Data extracts

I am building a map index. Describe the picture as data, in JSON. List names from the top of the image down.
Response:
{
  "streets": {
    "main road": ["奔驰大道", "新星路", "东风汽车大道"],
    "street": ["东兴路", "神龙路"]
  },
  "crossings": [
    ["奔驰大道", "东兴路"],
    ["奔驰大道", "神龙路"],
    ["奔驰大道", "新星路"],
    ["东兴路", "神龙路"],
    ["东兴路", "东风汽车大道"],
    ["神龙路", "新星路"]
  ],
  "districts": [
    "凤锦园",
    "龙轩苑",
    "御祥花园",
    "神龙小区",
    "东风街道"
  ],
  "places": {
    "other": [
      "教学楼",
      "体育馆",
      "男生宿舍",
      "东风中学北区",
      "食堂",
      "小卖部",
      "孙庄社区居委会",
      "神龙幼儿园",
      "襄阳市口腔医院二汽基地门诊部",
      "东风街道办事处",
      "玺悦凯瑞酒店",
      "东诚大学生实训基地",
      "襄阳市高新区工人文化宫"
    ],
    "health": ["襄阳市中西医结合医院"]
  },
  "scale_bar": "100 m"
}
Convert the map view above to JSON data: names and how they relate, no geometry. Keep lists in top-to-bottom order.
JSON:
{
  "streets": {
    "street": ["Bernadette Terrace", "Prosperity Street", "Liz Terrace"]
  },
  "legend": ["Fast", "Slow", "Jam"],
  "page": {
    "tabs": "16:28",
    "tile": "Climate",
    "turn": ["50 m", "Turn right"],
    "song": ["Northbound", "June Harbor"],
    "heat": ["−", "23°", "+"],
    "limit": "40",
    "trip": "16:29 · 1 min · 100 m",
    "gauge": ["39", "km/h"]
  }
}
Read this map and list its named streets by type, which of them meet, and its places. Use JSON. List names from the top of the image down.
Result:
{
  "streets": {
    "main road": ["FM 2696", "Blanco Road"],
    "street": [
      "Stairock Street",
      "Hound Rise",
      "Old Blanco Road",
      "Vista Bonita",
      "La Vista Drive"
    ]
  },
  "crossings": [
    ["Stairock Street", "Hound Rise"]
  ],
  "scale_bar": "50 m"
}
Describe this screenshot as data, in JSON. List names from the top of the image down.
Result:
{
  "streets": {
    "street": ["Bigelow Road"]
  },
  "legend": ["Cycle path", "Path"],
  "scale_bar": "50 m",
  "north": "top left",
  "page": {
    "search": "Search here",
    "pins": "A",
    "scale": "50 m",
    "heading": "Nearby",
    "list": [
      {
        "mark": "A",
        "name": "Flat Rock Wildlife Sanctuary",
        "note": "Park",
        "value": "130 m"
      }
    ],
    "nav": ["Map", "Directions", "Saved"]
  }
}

Exercise
Once you have read the material, set it down again word for word.

Response area
I am building a map index. Describe the picture as data, in JSON. List names from the top of the image down.
Response:
{
  "streets": {
    "main road": ["奔驰大道", "新星路", "东风汽车大道"],
    "street": ["东兴路", "神龙路"]
  },
  "crossings": [
    ["奔驰大道", "东兴路"],
    ["奔驰大道", "神龙路"],
    ["奔驰大道", "新星路"],
    ["东兴路", "神龙路"],
    ["东兴路", "东风汽车大道"],
    ["神龙路", "新星路"]
  ],
  "districts": [
    "凤锦园",
    "龙轩苑",
    "御祥花园",
    "神龙小区",
    "东风街道"
  ],
  "places": {
    "other": [
      "教学楼",
      "体育馆",
      "男生宿舍",
      "东风中学北区",
      "食堂",
      "小卖部",
      "孙庄社区居委会",
      "神龙幼儿园",
      "襄阳市口腔医院二汽基地门诊部",
      "东风街道办事处",
      "玺悦凯瑞酒店",
      "东诚大学生实训基地",
      "襄阳市高新区工人文化宫"
    ],
    "health": ["襄阳市中西医结合医院"]
  },
  "scale_bar": "100 m"
}
Convert the map view above to JSON data: names and how they relate, no geometry. Keep lists in top-to-bottom order.
JSON:
{
  "streets": {
    "street": ["Bernadette Terrace", "Prosperity Street", "Liz Terrace"]
  },
  "legend": ["Fast", "Slow", "Jam"],
  "page": {
    "tabs": "16:28",
    "tile": "Climate",
    "turn": ["50 m", "Turn right"],
    "song": ["Northbound", "June Harbor"],
    "heat": ["−", "23°", "+"],
    "limit": "40",
    "trip": "16:29 · 1 min · 100 m",
    "gauge": ["39", "km/h"]
  }
}
Read this map and list its named streets by type, which of them meet, and its places. Use JSON. List names from the top of the image down.
Result:
{
  "streets": {
    "main road": ["FM 2696", "Blanco Road"],
    "street": [
      "Stairock Street",
      "Hound Rise",
      "Old Blanco Road",
      "Vista Bonita",
      "La Vista Drive"
    ]
  },
  "crossings": [
    ["Stairock Street", "Hound Rise"]
  ],
  "scale_bar": "50 m"
}
Describe this screenshot as data, in JSON. List names from the top of the image down.
Result:
{
  "streets": {
    "street": ["Bigelow Road"]
  },
  "legend": ["Cycle path", "Path"],
  "scale_bar": "50 m",
  "north": "top left",
  "page": {
    "search": "Search here",
    "pins": "A",
    "scale": "50 m",
    "heading": "Nearby",
    "list": [
      {
        "mark": "A",
        "name": "Flat Rock Wildlife Sanctuary",
        "note": "Park",
        "value": "130 m"
      }
    ],
    "nav": ["Map", "Directions", "Saved"]
  }
}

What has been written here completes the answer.